◆ Supplied information
---+---
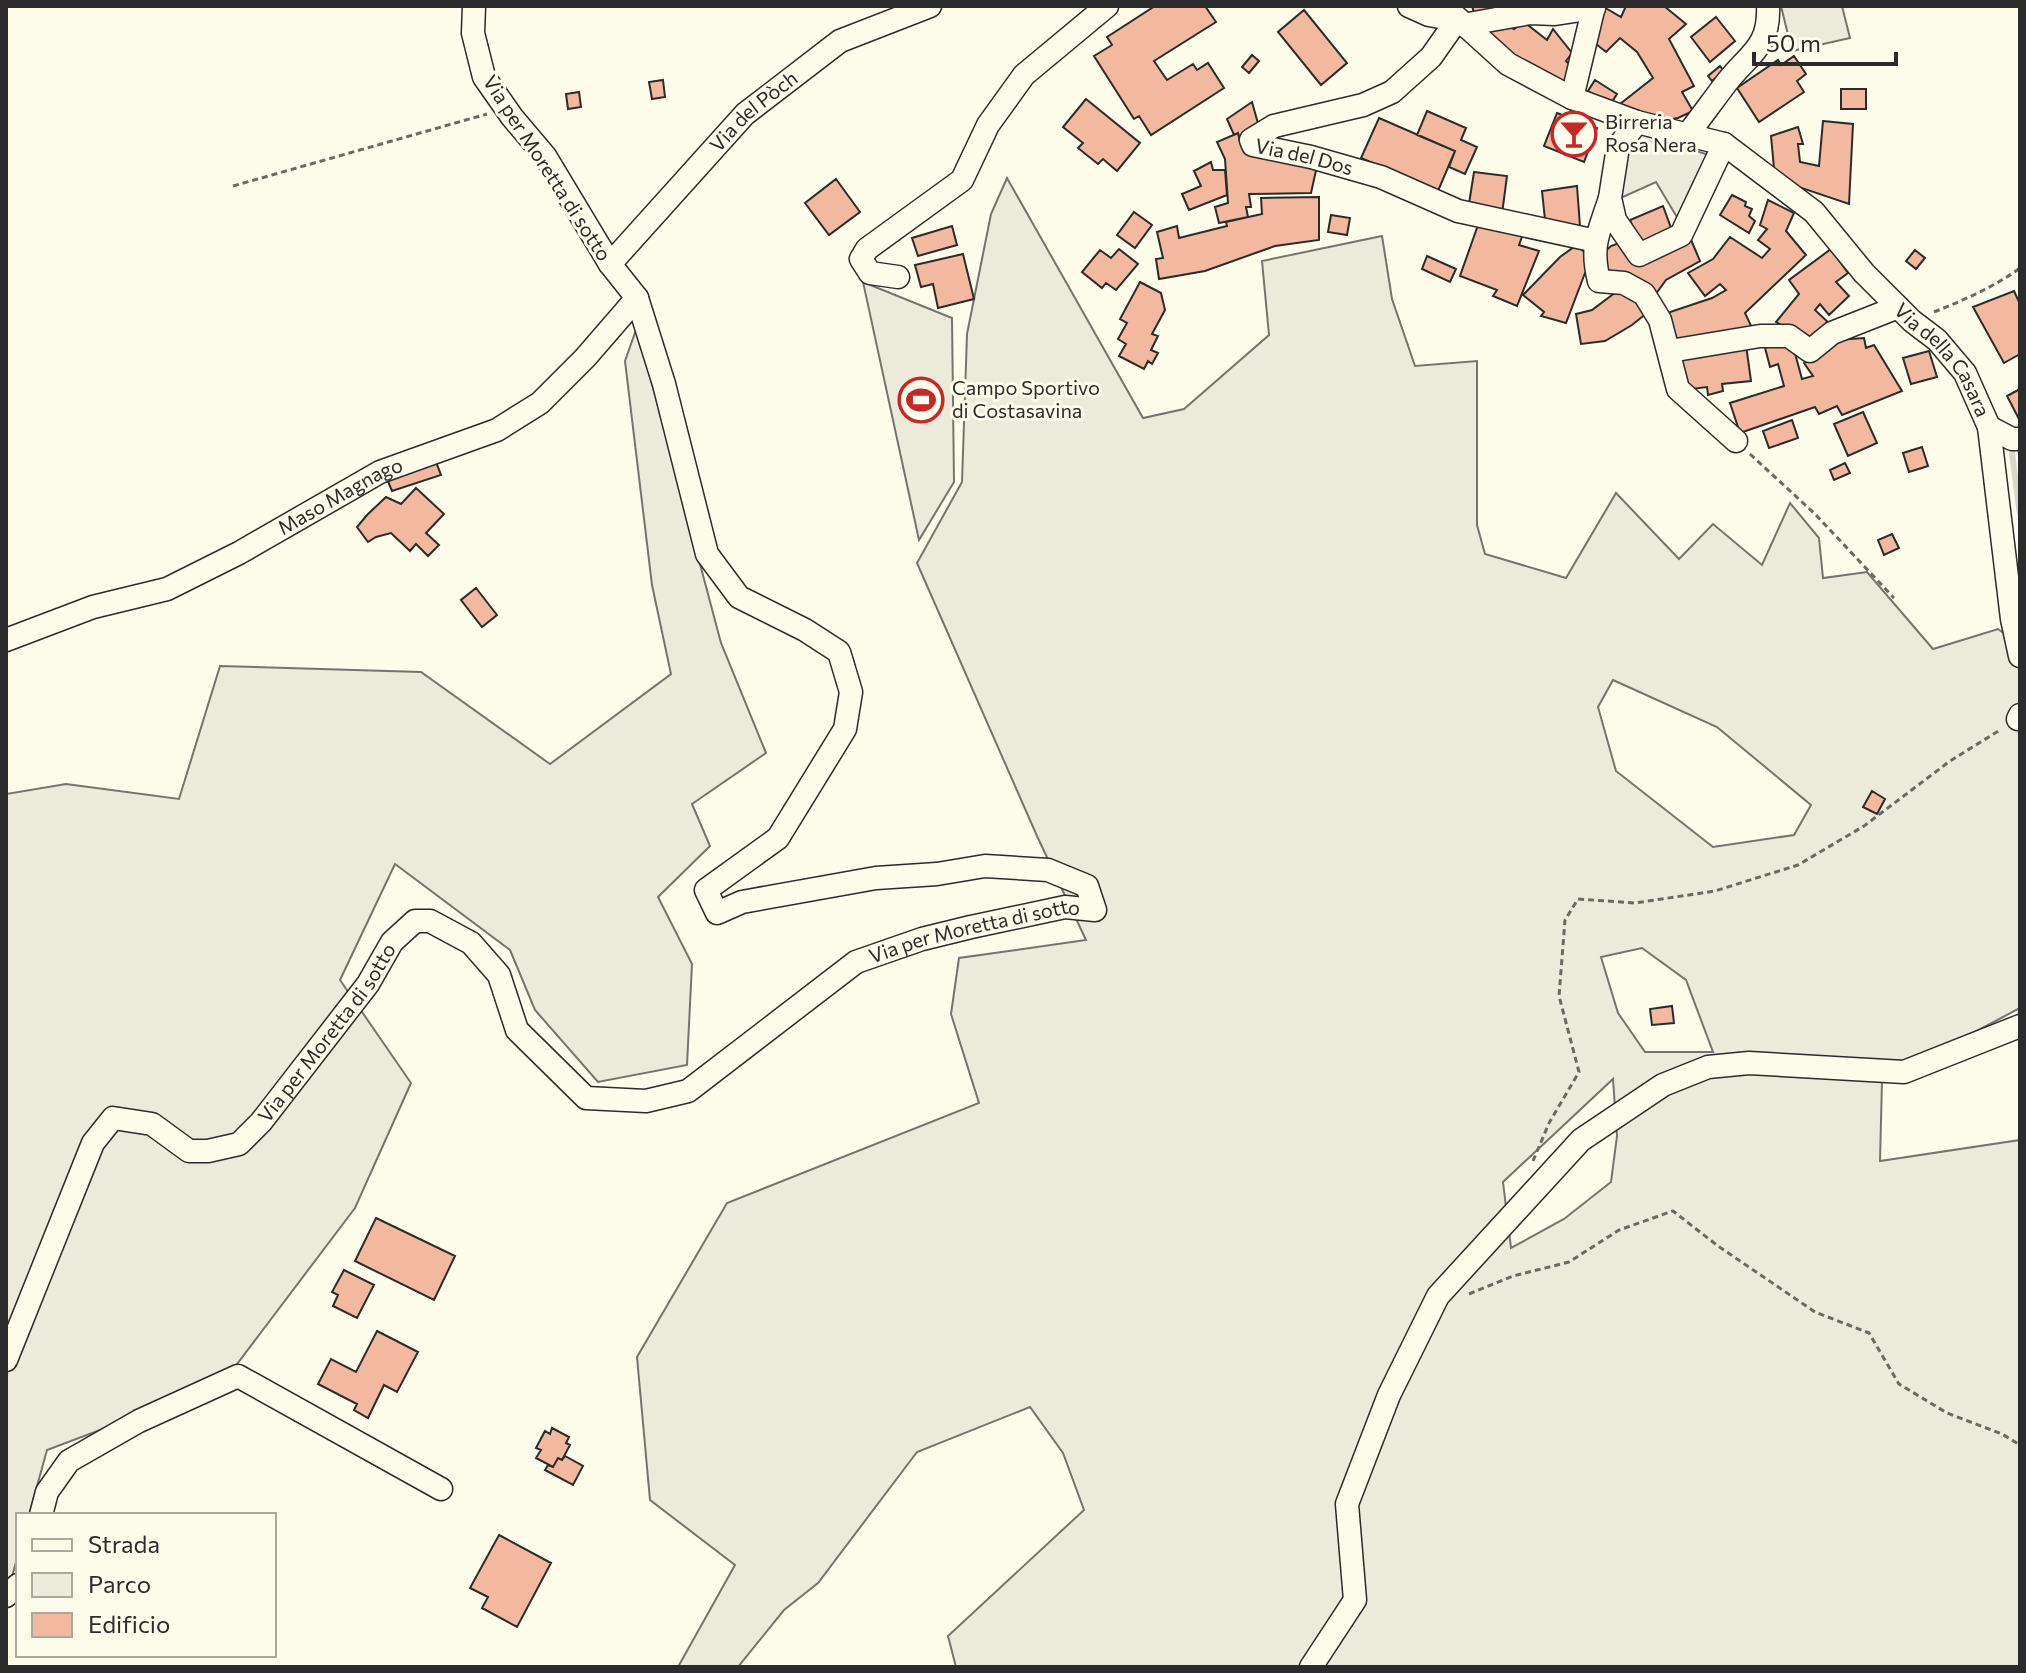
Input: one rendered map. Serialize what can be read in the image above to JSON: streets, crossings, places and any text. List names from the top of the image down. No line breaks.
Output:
{"streets":{"street":["Via del Pòch","Via del Dos","Via per Moretta di sotto","Via della Casara","Maso Magnago"]},"crossings":[["Via del Pòch","Via per Moretta di sotto"],["Via per Moretta di sotto","Maso Magnago"]],"places":{"bar":["Birreria Rosa Nera"],"sports":["Campo Sportivo di Costasavina"]},"legend":["Strada","Parco","Edificio"],"scale_bar":"50 m"}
---+---
◆ Exercise brief
Each line of the material is to be output exactly. Images are not part of the expected output.

◆ Exercise response
Input: one rendered map. Serialize what can be read in the image above to JSON: streets, crossings, places and any text. List names from the top of the image down. No line breaks.
Output:
{"streets":{"street":["Via del Pòch","Via del Dos","Via per Moretta di sotto","Via della Casara","Maso Magnago"]},"crossings":[["Via del Pòch","Via per Moretta di sotto"],["Via per Moretta di sotto","Maso Magnago"]],"places":{"bar":["Birreria Rosa Nera"],"sports":["Campo Sportivo di Costasavina"]},"legend":["Strada","Parco","Edificio"],"scale_bar":"50 m"}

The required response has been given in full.